> [WHAT YOU WILL DO] Please copy out the lines in the entries that contain "Bergamini".

Excerpts from a dataset:

↓

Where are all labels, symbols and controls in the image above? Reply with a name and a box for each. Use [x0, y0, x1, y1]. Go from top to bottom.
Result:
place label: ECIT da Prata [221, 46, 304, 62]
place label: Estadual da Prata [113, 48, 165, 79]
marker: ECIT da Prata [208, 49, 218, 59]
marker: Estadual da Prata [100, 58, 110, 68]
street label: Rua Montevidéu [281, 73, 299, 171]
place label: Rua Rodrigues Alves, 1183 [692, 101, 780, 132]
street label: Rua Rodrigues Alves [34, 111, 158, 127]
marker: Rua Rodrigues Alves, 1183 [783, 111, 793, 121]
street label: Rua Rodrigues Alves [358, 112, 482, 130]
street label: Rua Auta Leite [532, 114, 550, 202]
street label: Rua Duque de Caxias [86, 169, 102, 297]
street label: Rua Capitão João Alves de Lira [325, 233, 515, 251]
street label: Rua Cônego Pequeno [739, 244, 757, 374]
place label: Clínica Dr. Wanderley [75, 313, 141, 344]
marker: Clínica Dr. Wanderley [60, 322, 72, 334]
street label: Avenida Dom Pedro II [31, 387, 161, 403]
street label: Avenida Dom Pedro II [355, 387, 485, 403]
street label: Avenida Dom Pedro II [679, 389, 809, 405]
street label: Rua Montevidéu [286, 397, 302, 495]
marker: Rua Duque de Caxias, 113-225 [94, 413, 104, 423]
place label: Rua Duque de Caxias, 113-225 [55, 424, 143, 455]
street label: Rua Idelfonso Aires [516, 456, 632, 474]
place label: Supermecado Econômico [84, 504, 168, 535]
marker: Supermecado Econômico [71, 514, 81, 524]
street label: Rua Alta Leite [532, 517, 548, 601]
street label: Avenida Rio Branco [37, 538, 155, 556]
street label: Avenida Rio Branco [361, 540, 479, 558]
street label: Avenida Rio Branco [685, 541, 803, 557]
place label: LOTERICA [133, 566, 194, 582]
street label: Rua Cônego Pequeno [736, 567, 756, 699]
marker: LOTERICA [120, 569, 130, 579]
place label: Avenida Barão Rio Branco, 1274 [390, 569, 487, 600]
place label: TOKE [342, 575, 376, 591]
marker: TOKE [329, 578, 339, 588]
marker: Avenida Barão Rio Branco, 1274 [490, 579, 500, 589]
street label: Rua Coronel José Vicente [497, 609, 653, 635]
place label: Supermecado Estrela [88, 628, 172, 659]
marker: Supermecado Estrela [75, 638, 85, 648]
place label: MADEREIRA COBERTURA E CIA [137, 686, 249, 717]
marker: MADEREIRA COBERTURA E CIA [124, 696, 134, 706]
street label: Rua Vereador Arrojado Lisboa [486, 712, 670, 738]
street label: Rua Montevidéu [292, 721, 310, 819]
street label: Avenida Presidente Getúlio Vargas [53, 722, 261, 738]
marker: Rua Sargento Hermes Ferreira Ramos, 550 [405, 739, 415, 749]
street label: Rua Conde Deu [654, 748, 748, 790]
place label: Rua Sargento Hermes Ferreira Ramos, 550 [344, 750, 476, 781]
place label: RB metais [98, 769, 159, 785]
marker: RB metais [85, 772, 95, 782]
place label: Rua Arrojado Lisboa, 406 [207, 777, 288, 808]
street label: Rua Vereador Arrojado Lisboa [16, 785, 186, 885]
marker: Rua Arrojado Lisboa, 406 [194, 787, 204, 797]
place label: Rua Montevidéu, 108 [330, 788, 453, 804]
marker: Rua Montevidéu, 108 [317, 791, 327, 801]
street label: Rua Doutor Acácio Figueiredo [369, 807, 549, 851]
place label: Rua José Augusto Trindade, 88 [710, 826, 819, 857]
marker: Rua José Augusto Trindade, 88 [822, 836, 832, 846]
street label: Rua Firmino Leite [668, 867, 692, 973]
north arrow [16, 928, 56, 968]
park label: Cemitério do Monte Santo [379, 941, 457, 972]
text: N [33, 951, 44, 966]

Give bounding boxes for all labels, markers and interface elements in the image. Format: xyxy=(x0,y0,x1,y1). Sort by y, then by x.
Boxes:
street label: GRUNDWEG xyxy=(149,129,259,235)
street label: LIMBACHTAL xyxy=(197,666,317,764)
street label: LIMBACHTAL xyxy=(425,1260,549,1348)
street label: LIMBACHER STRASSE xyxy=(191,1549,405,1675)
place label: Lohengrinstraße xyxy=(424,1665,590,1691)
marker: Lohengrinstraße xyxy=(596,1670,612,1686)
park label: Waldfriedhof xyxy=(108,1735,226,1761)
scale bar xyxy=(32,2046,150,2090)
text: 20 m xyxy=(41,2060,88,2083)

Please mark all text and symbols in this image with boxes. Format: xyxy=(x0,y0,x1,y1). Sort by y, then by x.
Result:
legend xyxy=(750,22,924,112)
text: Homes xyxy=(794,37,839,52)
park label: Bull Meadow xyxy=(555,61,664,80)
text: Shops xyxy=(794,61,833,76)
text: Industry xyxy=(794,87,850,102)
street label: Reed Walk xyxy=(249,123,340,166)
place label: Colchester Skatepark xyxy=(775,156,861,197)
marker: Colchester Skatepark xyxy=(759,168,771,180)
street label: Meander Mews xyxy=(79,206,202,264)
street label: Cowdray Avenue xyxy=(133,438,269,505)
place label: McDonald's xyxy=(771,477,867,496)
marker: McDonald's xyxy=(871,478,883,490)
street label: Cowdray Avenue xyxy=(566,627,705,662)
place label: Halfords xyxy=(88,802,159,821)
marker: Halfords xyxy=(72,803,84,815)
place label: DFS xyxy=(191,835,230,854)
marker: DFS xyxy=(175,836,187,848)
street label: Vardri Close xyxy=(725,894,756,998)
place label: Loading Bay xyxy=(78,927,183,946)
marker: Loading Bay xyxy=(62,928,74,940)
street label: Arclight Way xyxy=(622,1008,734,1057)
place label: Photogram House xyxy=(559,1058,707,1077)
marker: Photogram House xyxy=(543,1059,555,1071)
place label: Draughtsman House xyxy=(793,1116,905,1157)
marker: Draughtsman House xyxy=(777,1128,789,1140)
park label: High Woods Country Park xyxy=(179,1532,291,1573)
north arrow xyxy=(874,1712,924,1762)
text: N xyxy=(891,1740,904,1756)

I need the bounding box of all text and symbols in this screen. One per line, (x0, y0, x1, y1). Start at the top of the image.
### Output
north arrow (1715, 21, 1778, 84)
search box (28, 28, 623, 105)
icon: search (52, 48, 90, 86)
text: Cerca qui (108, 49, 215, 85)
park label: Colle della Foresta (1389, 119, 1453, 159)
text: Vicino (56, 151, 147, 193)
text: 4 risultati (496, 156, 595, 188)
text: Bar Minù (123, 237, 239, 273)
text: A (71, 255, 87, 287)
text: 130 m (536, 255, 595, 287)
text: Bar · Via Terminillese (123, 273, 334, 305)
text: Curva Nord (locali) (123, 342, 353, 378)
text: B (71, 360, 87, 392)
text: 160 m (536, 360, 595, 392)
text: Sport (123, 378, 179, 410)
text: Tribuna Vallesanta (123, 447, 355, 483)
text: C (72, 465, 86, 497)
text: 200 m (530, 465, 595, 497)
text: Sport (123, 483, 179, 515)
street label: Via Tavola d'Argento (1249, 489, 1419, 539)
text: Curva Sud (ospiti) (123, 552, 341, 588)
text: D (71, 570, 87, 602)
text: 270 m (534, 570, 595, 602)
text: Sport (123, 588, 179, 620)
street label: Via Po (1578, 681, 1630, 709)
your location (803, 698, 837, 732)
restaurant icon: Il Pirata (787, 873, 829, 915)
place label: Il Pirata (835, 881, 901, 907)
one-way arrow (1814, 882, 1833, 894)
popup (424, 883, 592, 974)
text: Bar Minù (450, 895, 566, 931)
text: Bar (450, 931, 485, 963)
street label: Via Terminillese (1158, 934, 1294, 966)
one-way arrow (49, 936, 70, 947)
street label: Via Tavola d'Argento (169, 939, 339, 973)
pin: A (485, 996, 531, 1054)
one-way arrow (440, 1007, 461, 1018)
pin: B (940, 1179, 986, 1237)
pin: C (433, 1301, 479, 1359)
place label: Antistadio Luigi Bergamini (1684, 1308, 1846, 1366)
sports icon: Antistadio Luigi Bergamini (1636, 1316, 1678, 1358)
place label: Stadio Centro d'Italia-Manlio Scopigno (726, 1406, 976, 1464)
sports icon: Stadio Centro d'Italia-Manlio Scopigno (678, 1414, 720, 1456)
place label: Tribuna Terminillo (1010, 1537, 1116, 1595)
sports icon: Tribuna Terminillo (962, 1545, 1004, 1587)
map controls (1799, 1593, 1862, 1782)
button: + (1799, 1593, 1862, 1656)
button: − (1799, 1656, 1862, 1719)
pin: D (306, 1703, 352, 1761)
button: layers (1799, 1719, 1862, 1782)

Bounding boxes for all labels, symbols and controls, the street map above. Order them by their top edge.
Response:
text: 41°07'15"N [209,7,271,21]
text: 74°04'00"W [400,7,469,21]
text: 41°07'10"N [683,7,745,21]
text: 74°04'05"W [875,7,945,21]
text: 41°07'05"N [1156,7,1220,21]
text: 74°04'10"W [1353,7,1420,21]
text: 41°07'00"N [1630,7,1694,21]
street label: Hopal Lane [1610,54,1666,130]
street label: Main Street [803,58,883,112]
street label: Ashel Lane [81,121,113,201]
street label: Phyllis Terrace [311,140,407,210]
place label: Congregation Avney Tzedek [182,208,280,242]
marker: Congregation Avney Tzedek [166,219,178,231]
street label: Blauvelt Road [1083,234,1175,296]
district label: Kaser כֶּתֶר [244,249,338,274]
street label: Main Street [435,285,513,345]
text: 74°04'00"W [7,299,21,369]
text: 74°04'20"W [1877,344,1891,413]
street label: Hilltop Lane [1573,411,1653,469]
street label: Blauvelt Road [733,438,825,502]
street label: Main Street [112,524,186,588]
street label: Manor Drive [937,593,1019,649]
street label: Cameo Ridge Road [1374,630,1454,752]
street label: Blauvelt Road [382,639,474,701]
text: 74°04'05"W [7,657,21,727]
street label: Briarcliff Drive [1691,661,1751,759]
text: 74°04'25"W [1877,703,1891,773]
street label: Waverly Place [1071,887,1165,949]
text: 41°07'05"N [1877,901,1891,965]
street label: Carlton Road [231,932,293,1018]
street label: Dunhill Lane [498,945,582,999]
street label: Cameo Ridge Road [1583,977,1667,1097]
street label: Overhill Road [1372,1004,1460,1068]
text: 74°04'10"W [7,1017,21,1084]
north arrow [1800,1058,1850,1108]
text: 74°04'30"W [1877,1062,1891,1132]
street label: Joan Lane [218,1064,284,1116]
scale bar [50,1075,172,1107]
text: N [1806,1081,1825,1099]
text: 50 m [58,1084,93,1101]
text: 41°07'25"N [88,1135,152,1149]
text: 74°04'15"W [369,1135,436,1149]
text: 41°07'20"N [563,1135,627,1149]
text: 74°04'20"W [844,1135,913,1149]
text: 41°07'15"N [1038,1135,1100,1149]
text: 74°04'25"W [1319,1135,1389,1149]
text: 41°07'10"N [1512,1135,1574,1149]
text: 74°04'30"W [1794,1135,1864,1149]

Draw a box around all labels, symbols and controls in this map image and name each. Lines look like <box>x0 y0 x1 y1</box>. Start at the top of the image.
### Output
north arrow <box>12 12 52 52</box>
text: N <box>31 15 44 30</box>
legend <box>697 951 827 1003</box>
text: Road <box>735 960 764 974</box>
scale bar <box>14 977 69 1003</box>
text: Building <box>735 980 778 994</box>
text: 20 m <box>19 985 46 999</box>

↑

> [REPLY]
place label: Antistadio Luigi Bergamini (1684, 1308, 1846, 1366)
sports icon: Antistadio Luigi Bergamini (1636, 1316, 1678, 1358)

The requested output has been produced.